Griechisches Parlament bewilligt EU-Spardiktat

Von Chris Marsden
17. Juli 2015


Am frühen Donnerstagmorgen sprach sich das griechische Parlament für das brutale Sparprogramm aus, auf das sich Ministerpräsident und Syriza-Parteichef Alexis Tsipras am letzten Wochenende mit Vertretern der Eurozone geeinigt hatte.

Es bestand nie ein Zweifel daran, dass das Programm bewilligt würde. Das Gesetz wurde mit einer deutlichen Mehrheit von 229 zu 64 Stimmen angenommen, sechs Abgeordnete enthielten sich. Die drei Parteien, die den Sparkurs offen begrüßen - Nea Dimokratia, Pasok und To Potami - unterstützten den Gesetzentwurf der Regierung. Mit "Nein" stimmten u.a. Abgeordnete der Kommunistischen Partei Griechenlands (KKE) und die faschistische Chrysi Avgi (Goldene Morgenröte), sowie 32 Syriza-Abgeordnete.

Außerhalb des Parlaments wuchs die Wut über Tsipras verräterisches Abkommen. Die Gewerkschaft des öffentlichen Dienstes, Adedy, organisierte am Mittwochmorgen einen vierstündigen Streik. Am Abend fanden mehrere Protestveranstaltungen in Athen und Thessaloniki statt.

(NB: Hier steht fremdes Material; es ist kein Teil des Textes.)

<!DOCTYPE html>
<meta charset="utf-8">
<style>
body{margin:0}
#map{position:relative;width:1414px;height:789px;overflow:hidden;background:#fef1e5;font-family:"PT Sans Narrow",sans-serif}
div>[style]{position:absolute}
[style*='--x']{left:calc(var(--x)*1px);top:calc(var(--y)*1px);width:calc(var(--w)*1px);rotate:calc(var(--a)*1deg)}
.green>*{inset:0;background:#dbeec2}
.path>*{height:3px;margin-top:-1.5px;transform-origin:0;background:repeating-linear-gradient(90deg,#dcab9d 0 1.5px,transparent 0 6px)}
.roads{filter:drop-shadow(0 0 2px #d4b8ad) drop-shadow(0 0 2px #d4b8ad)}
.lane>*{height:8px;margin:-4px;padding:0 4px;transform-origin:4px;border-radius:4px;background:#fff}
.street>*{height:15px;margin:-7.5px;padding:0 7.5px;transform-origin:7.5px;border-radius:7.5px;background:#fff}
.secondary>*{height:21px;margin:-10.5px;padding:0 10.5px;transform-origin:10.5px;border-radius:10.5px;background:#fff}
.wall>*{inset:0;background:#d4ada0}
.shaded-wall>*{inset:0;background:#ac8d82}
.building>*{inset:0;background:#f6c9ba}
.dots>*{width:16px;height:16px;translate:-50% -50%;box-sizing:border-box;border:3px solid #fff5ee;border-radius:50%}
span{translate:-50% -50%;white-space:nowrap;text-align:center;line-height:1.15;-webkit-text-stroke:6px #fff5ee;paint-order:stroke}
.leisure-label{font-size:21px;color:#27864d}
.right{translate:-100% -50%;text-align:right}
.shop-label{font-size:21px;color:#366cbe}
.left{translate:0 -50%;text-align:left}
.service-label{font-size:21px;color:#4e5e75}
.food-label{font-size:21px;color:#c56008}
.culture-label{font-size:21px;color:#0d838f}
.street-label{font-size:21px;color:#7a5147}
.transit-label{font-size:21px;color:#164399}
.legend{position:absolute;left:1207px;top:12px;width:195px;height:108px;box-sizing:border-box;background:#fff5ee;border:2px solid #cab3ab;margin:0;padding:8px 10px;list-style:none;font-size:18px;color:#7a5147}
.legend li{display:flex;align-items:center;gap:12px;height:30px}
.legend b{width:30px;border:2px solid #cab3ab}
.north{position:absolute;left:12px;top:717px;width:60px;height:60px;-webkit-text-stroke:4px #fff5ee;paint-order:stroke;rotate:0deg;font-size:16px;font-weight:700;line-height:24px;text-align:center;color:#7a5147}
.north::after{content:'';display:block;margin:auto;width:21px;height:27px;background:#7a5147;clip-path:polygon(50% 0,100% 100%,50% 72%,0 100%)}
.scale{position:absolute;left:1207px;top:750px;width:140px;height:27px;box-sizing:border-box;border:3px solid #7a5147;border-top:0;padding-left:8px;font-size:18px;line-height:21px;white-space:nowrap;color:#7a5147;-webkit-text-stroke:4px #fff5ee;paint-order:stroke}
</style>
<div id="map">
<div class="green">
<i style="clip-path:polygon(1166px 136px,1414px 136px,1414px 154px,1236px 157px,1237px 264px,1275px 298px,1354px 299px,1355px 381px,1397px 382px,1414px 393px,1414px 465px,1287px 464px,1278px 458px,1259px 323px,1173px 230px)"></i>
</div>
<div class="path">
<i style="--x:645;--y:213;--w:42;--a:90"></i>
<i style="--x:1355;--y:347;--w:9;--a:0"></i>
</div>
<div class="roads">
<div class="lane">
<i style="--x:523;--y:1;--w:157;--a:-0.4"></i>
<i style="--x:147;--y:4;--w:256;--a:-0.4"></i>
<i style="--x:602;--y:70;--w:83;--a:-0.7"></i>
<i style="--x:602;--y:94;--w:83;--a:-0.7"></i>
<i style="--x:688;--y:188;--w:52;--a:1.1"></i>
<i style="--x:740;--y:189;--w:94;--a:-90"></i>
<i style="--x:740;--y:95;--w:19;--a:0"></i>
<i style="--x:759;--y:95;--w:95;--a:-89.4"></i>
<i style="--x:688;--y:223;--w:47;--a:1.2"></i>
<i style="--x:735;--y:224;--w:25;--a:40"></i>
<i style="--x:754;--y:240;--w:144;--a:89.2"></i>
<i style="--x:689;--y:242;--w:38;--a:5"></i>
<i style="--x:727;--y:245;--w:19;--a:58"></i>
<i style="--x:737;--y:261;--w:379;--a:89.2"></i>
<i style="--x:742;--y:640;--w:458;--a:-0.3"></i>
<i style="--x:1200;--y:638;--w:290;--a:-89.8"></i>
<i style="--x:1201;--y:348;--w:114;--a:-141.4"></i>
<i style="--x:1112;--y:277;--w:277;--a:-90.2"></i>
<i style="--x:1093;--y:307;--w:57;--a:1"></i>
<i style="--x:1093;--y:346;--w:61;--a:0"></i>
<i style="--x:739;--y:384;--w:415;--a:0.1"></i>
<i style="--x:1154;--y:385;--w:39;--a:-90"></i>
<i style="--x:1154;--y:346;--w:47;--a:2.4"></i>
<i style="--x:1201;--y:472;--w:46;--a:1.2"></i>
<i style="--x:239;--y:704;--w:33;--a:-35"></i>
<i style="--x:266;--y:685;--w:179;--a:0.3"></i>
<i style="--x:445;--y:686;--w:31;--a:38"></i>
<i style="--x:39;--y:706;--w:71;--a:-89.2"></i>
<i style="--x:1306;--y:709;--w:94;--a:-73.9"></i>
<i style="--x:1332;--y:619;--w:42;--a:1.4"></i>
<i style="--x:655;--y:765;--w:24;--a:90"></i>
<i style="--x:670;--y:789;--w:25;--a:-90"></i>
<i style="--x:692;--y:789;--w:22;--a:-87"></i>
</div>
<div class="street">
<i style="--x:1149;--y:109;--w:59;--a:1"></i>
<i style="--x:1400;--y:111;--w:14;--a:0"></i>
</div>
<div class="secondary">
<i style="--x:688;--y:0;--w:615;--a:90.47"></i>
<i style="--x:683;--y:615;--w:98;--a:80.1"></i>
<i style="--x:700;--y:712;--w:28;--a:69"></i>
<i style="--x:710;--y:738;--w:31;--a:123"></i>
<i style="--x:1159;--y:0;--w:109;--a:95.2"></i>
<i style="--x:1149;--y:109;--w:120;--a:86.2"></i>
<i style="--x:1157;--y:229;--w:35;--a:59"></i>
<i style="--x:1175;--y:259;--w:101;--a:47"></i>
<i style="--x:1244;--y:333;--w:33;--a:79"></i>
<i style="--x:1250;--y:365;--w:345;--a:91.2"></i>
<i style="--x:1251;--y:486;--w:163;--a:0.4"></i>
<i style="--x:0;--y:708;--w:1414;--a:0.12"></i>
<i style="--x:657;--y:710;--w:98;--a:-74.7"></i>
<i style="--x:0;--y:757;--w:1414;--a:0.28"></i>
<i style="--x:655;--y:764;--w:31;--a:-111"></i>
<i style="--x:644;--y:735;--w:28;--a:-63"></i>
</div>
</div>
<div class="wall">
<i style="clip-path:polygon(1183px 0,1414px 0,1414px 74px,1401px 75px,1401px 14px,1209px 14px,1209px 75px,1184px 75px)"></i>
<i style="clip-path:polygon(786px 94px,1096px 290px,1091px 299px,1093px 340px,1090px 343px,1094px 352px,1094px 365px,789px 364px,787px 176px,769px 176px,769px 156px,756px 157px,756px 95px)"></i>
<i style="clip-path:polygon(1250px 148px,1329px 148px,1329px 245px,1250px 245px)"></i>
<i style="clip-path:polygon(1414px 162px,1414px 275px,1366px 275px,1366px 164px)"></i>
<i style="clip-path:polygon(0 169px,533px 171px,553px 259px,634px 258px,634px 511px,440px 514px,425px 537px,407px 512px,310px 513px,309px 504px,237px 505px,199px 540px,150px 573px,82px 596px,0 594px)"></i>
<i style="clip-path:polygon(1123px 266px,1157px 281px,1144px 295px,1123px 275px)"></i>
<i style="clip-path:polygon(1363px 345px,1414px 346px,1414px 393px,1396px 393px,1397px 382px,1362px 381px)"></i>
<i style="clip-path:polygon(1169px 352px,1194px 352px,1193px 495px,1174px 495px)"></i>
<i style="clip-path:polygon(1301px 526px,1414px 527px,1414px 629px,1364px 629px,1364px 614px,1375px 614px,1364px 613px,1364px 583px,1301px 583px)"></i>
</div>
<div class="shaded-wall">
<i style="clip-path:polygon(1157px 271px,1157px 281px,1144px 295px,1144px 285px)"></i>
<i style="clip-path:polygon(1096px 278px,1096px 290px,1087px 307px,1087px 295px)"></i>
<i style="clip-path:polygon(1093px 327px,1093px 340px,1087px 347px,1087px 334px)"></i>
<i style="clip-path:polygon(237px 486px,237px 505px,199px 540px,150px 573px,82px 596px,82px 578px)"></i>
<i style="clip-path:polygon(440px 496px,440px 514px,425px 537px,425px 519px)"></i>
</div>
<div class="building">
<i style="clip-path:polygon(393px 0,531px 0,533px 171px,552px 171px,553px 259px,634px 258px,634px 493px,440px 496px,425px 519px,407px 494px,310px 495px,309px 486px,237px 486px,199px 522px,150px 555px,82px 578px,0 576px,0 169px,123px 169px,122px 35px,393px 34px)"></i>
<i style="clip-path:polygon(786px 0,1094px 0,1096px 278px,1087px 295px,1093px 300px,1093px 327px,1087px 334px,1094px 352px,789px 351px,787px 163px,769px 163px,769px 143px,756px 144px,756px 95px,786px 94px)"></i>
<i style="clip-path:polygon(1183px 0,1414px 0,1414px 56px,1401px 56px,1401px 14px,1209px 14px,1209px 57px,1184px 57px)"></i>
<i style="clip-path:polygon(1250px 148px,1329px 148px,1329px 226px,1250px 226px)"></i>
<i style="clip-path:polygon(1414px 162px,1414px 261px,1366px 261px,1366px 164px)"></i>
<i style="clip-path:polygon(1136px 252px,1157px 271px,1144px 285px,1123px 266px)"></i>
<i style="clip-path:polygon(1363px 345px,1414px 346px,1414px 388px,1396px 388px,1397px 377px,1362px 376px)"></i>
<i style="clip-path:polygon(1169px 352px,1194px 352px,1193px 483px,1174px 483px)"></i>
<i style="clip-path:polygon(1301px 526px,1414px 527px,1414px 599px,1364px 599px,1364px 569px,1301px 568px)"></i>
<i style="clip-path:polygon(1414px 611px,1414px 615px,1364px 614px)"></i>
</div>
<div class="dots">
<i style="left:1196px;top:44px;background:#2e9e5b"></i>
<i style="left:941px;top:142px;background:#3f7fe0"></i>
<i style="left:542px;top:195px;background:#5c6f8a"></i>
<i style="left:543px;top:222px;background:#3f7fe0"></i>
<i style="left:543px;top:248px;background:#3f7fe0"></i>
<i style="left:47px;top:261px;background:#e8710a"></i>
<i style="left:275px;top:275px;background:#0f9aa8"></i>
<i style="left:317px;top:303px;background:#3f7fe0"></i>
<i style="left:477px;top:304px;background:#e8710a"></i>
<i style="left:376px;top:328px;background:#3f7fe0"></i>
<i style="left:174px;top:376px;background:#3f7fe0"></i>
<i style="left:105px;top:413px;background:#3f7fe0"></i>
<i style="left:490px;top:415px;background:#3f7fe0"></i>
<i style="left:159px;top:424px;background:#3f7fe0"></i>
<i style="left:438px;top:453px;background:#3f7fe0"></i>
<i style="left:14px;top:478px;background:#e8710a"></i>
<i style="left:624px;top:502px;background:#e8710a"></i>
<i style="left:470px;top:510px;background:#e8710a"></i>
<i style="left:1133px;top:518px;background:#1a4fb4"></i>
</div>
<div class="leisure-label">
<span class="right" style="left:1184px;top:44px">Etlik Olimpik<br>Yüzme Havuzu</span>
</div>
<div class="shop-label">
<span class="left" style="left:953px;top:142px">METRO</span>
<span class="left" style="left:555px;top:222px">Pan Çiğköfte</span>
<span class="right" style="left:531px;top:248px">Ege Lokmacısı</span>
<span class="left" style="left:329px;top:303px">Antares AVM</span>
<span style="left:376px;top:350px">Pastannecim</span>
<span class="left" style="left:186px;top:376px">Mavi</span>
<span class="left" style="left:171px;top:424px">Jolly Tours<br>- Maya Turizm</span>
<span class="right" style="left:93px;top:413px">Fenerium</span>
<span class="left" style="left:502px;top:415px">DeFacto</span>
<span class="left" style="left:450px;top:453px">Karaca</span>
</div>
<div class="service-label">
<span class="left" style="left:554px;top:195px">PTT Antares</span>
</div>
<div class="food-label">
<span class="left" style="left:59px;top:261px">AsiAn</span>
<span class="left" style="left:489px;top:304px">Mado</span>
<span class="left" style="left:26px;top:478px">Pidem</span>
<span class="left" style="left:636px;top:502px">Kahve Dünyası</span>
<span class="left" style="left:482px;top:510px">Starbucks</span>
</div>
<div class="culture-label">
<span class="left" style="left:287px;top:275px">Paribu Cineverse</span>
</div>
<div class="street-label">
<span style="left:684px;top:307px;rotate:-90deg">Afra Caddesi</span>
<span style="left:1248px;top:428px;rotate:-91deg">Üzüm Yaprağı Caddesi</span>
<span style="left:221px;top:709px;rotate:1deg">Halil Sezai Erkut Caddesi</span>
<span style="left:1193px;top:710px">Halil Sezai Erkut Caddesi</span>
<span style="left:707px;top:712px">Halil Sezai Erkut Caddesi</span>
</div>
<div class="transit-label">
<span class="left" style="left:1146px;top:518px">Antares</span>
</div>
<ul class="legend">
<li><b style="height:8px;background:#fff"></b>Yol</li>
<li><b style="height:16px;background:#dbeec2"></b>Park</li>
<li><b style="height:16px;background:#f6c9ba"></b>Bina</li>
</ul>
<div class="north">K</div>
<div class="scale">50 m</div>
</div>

Der Gewerkschaftsbund Pame, der mit der KKE verbunden ist, führte während der Parlamentsdebatte eine verhältnismäßig große Protestveranstaltung durch. Auch Antarsya und anarchistische Gruppen organisierten Demonstrationen.

Die Regierung mobilisierte die Bereitschaftspolizei gegen die Demonstranten. Diese warfen mit Molotowcocktails. Die Polizei setzte Tränengas ein. Zu den Opfern der Polizei gehörten auch Mitglieder der Jugendorganisation von Syriza.

Doch im Parlamentsgebäude konnte sich Tsipras zusätzlich zu den Stimmen der drei Pro-Austeritäts-Parteien auch die Stimmen seines rechten Koalitionspartners, der Unabhängigen Griechen, sichern. Die Syriza-geführte Koalition hat unter Arbeitern und Jugendlichen zu einem Ausmaß an Leid geführt, dass sogar Griechenlands Peiniger in Berlin davon sprechen, die von ihnen geforderten Sparmaßnahmen mit "humanitärer Hilfe" zu verbinden.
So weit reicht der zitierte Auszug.